The mean, median, 25%, and 75% quantiles of time-dependent AUC at each time point across all bootstrap predictions are listed above. The median and the mean can be considered as the bias-corrected estimation of the model performance.

It is also possible to plot the model validation result:

`plot(val, ylim = c(0.6, 0.8), xaxt.label = seq(1, 5, 0.5))`

It seems that the bootstrap-based validation result is stable: the median and the mean value at each evaluation time point are close; the 25% and 75% quantiles are also close to the median at each time point.

Cross-validation and repeated cross-validation will usually yield results with different patterns. Check `?hdnom.validate`

for more examples about model validation.

Measuring how far the model predictions are from actual survival outcomes is known as *calibration*. Calibration can be assessed by plotting the predicted probabilities from the model versus actual survival probabilities.

`hdnom.calibrate()`

provides non-resampling and resampling methods for model calibration, including direct fitting, bootstrap resampling, k-fold cross-validation and repeated cross-validation.

For example, to calibrate the model with the bootstrap method:

```
cal = hdnom.calibrate(x, time, event,
alpha = alpha, lambda = lambda, pen.factor = adapen,
method = "bootstrap", boot.times = 10,
pred.at = 365 * 5, ngroup = 5,
trace = FALSE)
cal
```

```
## High-Dimensional Cox Model Calibration Object
## Calibration method: bootstrap
## Bootstrap samples: 10
## glmnet model alpha: 0.15
## glmnet model lambda: 2.559313e+12
## glmnet model penalty factor: specified
## Calibration time point: 1825
## Number of groups formed for calibration: 5
```

`summary(cal)`

```
## Calibration Summary Table
## Predicted Observed Lower 95% Upper 95%
## 1 0.7602636 0.7036008 0.6652904 0.7441173
## 2 0.8540101 0.8579952 0.8278691 0.8892176
## 3 0.8931653 0.8947697 0.8669304 0.9235030
## 4 0.9133613 0.9208065 0.8961349 0.9461573
## 5 0.9287966 0.9397485 0.9182076 0.9617947
```

The calibration result (median of the predicted survival probability; median of the observed survival probability estimated by Kaplan-Meier method, with 95% CI) are summarized above.

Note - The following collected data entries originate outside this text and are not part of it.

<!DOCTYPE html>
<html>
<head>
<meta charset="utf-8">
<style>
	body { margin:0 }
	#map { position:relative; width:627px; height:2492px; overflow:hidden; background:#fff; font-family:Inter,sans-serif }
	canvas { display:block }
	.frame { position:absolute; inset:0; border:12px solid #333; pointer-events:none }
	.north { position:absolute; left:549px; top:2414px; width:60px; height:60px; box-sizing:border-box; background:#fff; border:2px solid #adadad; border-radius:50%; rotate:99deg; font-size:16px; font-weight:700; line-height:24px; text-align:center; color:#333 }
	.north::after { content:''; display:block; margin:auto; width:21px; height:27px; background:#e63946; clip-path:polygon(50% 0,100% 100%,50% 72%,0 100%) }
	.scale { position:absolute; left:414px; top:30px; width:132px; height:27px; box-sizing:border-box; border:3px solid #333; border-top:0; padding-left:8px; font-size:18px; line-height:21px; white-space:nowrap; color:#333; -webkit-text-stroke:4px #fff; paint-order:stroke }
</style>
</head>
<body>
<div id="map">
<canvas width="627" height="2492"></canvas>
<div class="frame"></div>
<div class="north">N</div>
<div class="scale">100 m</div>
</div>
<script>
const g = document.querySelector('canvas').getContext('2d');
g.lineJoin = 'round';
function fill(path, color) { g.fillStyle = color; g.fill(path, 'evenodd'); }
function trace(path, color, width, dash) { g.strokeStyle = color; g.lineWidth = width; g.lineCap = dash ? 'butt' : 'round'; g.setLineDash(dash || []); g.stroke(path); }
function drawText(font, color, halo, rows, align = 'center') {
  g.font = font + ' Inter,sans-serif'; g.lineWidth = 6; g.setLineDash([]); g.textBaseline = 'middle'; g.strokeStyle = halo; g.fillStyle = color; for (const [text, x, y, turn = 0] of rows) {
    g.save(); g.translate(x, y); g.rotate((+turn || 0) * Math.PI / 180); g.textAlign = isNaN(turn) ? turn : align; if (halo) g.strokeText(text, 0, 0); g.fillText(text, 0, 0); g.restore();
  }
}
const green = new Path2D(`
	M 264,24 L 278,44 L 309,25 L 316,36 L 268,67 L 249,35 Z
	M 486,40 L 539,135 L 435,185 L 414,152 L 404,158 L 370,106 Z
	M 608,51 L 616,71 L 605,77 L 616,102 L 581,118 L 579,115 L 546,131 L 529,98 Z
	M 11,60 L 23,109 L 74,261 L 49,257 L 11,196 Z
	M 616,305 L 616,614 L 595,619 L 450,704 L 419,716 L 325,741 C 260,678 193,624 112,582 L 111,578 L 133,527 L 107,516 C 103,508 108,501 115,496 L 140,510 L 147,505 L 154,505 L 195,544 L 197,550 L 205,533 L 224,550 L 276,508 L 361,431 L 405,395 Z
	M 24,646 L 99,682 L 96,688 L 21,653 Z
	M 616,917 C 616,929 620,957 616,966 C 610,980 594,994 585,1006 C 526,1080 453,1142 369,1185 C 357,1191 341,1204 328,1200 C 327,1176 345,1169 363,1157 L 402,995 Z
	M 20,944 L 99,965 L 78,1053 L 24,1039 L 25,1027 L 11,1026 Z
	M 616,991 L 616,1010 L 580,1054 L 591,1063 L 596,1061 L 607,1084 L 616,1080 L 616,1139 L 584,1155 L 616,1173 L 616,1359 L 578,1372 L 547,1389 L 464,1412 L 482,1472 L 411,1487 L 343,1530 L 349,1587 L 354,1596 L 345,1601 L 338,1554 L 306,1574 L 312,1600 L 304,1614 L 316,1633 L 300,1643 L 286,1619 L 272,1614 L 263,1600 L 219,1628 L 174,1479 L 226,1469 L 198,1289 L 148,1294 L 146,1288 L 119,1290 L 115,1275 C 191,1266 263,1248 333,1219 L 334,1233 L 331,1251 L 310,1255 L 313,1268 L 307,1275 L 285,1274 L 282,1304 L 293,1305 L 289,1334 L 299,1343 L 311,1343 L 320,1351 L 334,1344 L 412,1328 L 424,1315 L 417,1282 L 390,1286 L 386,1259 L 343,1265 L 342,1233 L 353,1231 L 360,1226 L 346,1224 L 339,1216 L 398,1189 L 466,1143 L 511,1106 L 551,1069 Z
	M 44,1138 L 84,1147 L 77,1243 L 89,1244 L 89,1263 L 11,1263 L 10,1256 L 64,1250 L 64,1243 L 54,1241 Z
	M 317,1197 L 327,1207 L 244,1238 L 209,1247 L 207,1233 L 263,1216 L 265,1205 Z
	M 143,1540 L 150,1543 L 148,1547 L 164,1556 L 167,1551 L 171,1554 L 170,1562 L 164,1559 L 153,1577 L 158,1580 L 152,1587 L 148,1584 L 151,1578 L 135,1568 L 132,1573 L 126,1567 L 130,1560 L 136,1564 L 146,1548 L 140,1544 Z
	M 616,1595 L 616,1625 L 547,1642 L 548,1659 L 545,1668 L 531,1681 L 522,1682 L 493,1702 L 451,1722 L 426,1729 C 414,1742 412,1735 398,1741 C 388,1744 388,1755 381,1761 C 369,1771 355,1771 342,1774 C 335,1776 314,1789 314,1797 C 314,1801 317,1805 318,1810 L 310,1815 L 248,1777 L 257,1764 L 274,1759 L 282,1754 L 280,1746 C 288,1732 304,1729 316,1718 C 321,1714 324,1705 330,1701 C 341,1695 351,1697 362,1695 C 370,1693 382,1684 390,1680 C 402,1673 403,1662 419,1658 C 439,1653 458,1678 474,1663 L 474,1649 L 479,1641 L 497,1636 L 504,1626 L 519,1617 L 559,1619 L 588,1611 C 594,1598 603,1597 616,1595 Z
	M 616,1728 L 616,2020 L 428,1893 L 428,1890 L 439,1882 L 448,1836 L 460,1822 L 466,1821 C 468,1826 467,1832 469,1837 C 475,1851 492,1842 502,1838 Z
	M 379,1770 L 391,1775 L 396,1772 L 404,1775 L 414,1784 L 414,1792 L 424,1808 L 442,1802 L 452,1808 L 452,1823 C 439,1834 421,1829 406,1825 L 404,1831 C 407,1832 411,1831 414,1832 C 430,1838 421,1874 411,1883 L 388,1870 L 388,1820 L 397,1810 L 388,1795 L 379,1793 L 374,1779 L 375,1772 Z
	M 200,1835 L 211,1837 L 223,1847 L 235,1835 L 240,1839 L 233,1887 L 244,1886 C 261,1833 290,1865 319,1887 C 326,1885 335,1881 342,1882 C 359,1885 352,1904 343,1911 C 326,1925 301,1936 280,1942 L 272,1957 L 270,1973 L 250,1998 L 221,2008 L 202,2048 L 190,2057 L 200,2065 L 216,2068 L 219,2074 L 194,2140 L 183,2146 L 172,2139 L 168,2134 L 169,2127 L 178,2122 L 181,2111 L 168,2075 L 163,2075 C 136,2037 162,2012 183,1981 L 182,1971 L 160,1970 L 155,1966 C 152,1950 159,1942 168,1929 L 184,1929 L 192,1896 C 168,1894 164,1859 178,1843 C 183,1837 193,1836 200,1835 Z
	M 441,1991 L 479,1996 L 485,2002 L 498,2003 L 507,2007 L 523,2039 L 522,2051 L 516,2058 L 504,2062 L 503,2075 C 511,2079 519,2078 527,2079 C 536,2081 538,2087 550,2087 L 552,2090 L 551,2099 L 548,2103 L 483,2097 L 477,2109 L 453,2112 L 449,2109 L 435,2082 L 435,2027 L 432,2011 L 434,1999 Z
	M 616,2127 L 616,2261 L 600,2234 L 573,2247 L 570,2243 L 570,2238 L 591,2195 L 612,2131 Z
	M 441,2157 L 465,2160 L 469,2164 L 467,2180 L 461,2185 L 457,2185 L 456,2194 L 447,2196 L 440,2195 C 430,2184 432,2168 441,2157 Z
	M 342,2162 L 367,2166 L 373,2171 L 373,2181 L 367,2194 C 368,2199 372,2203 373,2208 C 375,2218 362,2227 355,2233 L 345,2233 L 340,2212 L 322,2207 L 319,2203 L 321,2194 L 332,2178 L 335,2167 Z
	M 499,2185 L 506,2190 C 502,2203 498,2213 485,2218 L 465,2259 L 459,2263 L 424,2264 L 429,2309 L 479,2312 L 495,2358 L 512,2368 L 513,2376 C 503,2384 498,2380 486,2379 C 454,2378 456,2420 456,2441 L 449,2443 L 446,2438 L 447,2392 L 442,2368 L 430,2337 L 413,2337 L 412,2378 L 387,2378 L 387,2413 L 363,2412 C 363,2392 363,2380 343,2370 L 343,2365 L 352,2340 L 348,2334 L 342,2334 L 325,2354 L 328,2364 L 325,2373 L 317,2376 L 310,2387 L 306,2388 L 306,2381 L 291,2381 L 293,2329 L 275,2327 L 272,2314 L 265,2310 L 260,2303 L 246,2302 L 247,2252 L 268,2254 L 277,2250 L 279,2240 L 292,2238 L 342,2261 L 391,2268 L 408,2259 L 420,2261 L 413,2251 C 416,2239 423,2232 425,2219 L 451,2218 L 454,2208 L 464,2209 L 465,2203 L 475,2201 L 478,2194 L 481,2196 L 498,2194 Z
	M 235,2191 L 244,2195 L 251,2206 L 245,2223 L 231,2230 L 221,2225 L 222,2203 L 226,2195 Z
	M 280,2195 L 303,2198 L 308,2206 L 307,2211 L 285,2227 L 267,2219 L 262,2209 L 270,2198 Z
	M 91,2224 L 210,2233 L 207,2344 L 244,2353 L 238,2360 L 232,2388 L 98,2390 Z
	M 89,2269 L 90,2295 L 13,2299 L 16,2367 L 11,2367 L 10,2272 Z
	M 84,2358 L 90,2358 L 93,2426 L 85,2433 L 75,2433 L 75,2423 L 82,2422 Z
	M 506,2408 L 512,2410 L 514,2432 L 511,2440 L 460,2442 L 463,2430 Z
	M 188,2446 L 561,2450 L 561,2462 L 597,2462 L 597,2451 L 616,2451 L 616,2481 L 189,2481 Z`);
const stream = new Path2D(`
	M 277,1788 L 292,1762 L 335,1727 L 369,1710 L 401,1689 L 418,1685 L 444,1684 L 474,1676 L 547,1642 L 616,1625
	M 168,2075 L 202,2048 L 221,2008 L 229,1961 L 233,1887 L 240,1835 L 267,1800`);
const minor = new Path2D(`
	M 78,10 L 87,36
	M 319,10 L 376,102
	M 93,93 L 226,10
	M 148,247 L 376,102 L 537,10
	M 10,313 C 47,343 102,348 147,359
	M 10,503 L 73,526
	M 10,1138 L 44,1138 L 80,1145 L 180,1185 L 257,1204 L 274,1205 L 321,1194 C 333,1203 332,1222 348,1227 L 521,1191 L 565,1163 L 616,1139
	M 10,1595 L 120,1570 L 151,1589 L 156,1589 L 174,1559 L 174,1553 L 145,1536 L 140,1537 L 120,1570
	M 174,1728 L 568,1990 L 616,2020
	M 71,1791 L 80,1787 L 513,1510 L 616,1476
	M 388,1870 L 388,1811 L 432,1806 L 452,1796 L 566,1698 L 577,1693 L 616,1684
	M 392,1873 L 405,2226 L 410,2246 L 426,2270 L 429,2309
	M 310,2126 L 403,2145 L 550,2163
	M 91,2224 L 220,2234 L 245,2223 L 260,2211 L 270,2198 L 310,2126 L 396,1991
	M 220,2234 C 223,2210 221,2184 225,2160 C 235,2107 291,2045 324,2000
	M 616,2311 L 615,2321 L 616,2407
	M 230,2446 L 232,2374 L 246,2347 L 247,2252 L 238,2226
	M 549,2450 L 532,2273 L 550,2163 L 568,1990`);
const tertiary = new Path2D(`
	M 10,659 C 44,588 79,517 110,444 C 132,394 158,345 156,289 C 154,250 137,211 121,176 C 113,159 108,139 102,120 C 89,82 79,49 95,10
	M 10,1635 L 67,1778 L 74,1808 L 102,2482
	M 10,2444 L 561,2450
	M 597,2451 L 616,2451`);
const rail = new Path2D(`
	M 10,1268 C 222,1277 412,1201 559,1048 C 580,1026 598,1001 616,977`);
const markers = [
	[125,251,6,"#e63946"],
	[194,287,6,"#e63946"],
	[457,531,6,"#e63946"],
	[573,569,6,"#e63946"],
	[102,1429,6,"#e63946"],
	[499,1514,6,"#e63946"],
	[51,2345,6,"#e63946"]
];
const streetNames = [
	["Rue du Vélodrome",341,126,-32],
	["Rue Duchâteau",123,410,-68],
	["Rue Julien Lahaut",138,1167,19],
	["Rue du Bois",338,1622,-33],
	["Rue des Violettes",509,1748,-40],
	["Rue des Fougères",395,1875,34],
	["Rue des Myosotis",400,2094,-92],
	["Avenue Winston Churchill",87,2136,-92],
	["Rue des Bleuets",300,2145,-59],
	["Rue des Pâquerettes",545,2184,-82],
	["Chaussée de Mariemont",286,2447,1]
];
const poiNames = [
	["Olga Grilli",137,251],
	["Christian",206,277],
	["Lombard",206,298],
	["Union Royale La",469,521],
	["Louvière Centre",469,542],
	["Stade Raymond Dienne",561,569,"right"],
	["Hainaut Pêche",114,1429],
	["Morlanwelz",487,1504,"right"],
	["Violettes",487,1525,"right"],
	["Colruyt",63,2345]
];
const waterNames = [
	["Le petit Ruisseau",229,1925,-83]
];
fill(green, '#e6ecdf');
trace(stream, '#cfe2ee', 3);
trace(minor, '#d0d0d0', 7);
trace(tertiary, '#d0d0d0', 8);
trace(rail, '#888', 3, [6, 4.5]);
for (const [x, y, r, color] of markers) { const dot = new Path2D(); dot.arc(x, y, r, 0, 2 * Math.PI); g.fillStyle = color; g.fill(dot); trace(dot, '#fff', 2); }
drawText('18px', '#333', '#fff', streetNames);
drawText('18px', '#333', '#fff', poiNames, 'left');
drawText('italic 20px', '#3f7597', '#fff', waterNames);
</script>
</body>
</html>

Plot the calibration result:

`plot(cal, xlim = c(0.6, 1), ylim = c(0.6, 1))`

See `?hdnom.calibrate`

for more examples about model calibration.

For further information about `hdnom`

, consult the project homepage: nomogr.am.

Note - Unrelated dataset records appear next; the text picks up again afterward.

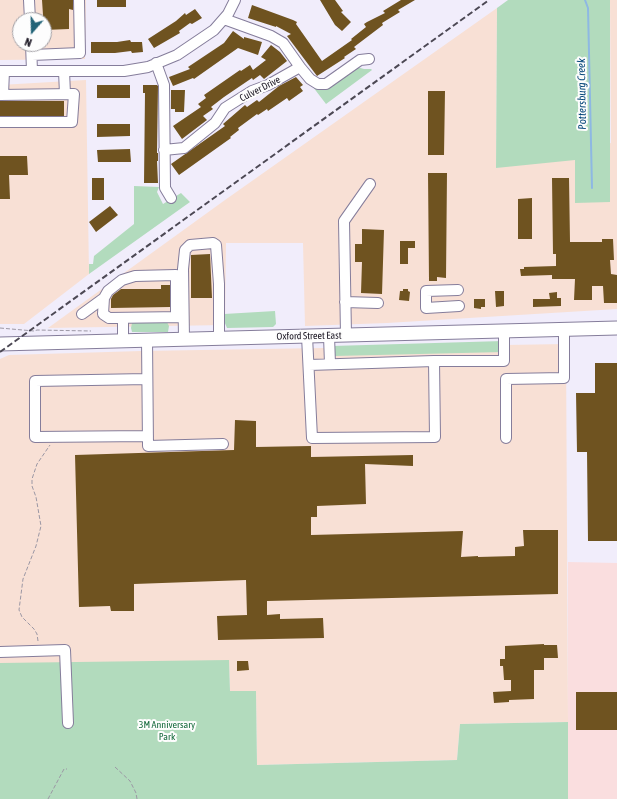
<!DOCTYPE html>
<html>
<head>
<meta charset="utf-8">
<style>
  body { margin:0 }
  #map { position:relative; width:617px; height:799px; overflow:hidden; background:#f1edfb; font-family:"Asap Condensed",sans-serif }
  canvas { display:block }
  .north { position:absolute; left:12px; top:12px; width:40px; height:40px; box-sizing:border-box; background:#fdfdfd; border:1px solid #a3a1a6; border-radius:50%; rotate:200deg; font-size:11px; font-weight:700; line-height:16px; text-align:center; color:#1b1723 }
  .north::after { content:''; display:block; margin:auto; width:14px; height:18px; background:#216377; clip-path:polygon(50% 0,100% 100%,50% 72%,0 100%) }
</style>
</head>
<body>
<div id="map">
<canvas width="617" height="799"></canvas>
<div class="north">N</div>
</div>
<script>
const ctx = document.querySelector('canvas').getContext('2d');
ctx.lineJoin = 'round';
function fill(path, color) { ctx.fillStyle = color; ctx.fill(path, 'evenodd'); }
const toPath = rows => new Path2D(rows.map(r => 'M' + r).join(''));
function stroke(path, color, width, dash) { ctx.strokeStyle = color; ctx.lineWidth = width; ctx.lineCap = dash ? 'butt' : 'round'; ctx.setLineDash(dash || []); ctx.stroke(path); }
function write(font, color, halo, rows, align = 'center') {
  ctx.font = font + ' "Asap Condensed",sans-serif'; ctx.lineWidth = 4; ctx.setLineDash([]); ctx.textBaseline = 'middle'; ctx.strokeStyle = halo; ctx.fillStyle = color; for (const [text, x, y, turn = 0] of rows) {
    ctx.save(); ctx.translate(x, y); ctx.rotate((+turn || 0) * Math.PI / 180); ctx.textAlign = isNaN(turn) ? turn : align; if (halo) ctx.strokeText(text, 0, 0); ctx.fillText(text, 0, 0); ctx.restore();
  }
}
fill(toPath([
  [568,562,617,563,617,799,568,799]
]), '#fadedf');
fill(toPath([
  [0,0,86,0,85,59,0,60],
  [20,20,44,20,44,44,20,44],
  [610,0,617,0,617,309,387,323,305,326,303,243,226,243,225,325,48,328,225,200,497,8,496,168,611,143],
  [86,80,89,274,24,324,0,324,0,85],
  [566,344,568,722,460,724,457,760,257,765,256,691,230,691,229,661,0,666,0,359,9,355,141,351]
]), '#f8e0d5');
fill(toPath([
  [508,0,610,0,610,202,575,203,575,160,496,168,497,8],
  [357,67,364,69,371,69,372,70,326,104,313,87,320,88],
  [134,186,159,187,157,192,163,204,181,193,190,202,89,274,89,264,93,264,94,256,134,224],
  [275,311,276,324,273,327,227,328,224,321,224,314],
  [136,321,167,322,169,326,168,332,132,332,131,328,132,323],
  [503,341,504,352,335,356,332,352,332,346],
  [229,660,230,691,256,691,257,765,457,760,460,724,568,722,568,799,0,799,0,663]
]), '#b2dbbd');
stroke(toPath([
  [585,0,588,8,592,188]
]), '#8eb8e3', 2);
fill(toPath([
  [42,0,73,0,73,10,69,9,69,29,44,30],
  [97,0,126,0,126,7,97,7],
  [320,0,335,0,343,11,341,12,351,22,342,31,335,25],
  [401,0,415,0,398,10,400,12,382,23,383,25,354,47,356,49,344,57,345,58,317,76,287,36,291,34,276,26,276,27,248,18,252,5,293,20,297,22,296,24,322,61,352,40,351,39,366,27,364,24,367,22,385,13,383,11],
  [195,9,202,18,192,24,190,23,179,31,180,33,154,48,148,39,176,21,185,13,186,15],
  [233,31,244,39,244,37,262,42,258,55,238,48,194,79,193,78,173,86,169,77,190,69,188,67,224,43],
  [130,40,131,42,142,42,143,52,132,53,131,51,115,53,91,53,91,42,117,42],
  [271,45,280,52,287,61,264,79,260,75,253,80,252,78,224,97,211,107,213,109,203,116,207,120,182,139,173,126,201,107,198,104,206,98,204,95,240,70,241,71,250,65,253,70,266,60,261,57],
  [296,77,303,85,300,87,303,91,289,101,287,98,268,111,267,109,258,115,257,114,238,128,239,130,230,137,231,138,179,175,171,164,225,126,223,124,245,105,247,107,257,100,259,102,279,86],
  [97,85,130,85,130,98,97,98],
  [143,85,157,85,158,86,157,153,158,153,158,161,157,161,158,183,144,183,145,93,143,93],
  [171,90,185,90,184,112,175,112,175,109,171,109],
  [428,91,445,91,444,155,428,155],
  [0,101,64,101,64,116,0,116],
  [97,124,130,124,130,136,97,137],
  [130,149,131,162,98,162,97,150],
  [0,156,27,156,28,175,9,175,10,199,0,199],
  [428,173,447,173,446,278,437,277,437,281,429,281],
  [92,178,104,178,104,200,92,200],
  [552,178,569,178,570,242,602,242,602,239,613,239,614,260,610,260,611,274,617,275,617,303,604,303,603,286,592,286,592,300,574,300,575,279,552,279,552,275,521,276,520,269,524,269,524,267,556,266,556,254,553,254],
  [532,198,532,239,518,239,518,199],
  [110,206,118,215,96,232,89,222],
  [362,229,384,230,382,294,361,293,362,262,355,262,355,244,362,244],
  [400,241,415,241,415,248,408,248,408,264,400,264],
  [210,254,212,298,191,298,191,255],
  [161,285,170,285,170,307,111,308,111,299,113,295,121,289,161,289],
  [403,289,408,289,408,291,410,292,409,301,399,300,400,291,403,291],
  [495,291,504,291,504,306,496,307],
  [557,292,557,298,561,298,561,306,533,307,533,299,550,299,549,293],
  [474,299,485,299,485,307,481,307,481,309,474,308],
  [595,363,617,363,617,541,588,541,587,452,577,452,576,393,595,393],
  [235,420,256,421,256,447,311,446,311,457,413,455,413,466,365,464,366,504,317,506,317,517,311,517,311,535,463,531,461,557,478,556,478,557,515,556,515,547,524,546,523,530,558,530,558,594,267,601,267,615,280,614,280,619,323,618,324,638,218,640,217,616,247,615,246,580,134,584,134,611,111,611,110,606,79,607,75,455,234,450],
  [544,644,544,645,557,645,558,658,544,658,544,670,534,670,534,699,509,700,509,702,494,703,493,692,511,691,511,680,504,680,503,666,500,666,500,659,505,659,505,646],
  [237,661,248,661,249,670,237,671],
  [576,692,617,692,617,730,576,730]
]), '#6f5320');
const minor = toPath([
  [29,0,30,20],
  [224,19,271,36,283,43,300,67,310,79,318,84,326,84,360,60,369,59],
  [31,44,32,71],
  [32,55,80,53,79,0],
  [156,63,164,85,165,188,171,198],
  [0,71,124,71,148,67,177,55,214,30,228,14,235,0],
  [64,71,65,94],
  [0,95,74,94,72,122,0,122],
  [3,95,4,71],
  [164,150,184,148,215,123,225,108,252,91,268,85,300,67],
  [458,290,426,291,426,308,459,306],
  [104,298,103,314,109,318,182,317],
  [345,302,378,303],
  [82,314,104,298,108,291,122,280,135,276,176,275,176,317],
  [346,335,344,221,370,184],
  [307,336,312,438,435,437,434,361,504,361,504,331],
  [329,336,330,364],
  [184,339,183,269,185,250,190,245,213,243,216,245,219,284,219,338],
  [147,340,148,446,223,444],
  [123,341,123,318],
  [309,365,434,361],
  [147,379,35,381,35,437,148,436],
  [506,438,506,379,564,378,564,330],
  [0,652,65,650,68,723]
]);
const major = toPath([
  [0,344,617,328]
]);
stroke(minor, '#857d9b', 12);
stroke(major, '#857d9b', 15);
stroke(toPath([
  [0,328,34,331,37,330,91,331],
  [38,641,37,634,34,629,22,617,19,610,23,579,36,546,41,526,36,497,32,486,32,479,37,464,50,445],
  [115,767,130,781,136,793,137,799],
  [48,799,64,769,67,769]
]), '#9b97a4', 1, [4, 2]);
stroke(minor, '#fff', 10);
stroke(major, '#fff', 13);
stroke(toPath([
  [0,352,489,0]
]), '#4c4854', 2, [6, 3]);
write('10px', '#1b1723', '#fdfdfd', [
  ["Culver Drive",260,89,-27],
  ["Oxford Street East",309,336,-1]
]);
write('10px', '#14693b', '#fdfdfd', [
  ["3M Anniversary",167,725],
  ["Park",167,737]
]);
write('italic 11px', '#004377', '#fdfdfd', [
  ["Pottersburg Creek",582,94,-91]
]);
</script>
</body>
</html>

Harrell, Frank E. 2013. *Regression Modeling Strategies: With Applications to Linear Models, Logistic Regression, and Survival Analysis*. Springer Science & Business Media.

Simon, Noah, Jerome Friedman, Trevor Hastie, Rob Tibshirani, and others. 2011. “Regularization Paths for Cox’s Proportional Hazards Model via Coordinate Descent.” *Journal of Statistical Software* 39 (5): 1–13.

Steyerberg, Ewout W. 2008. *Clinical Prediction Models: A Practical Approach to Development, Validation, and Updating*. Springer Science & Business Media.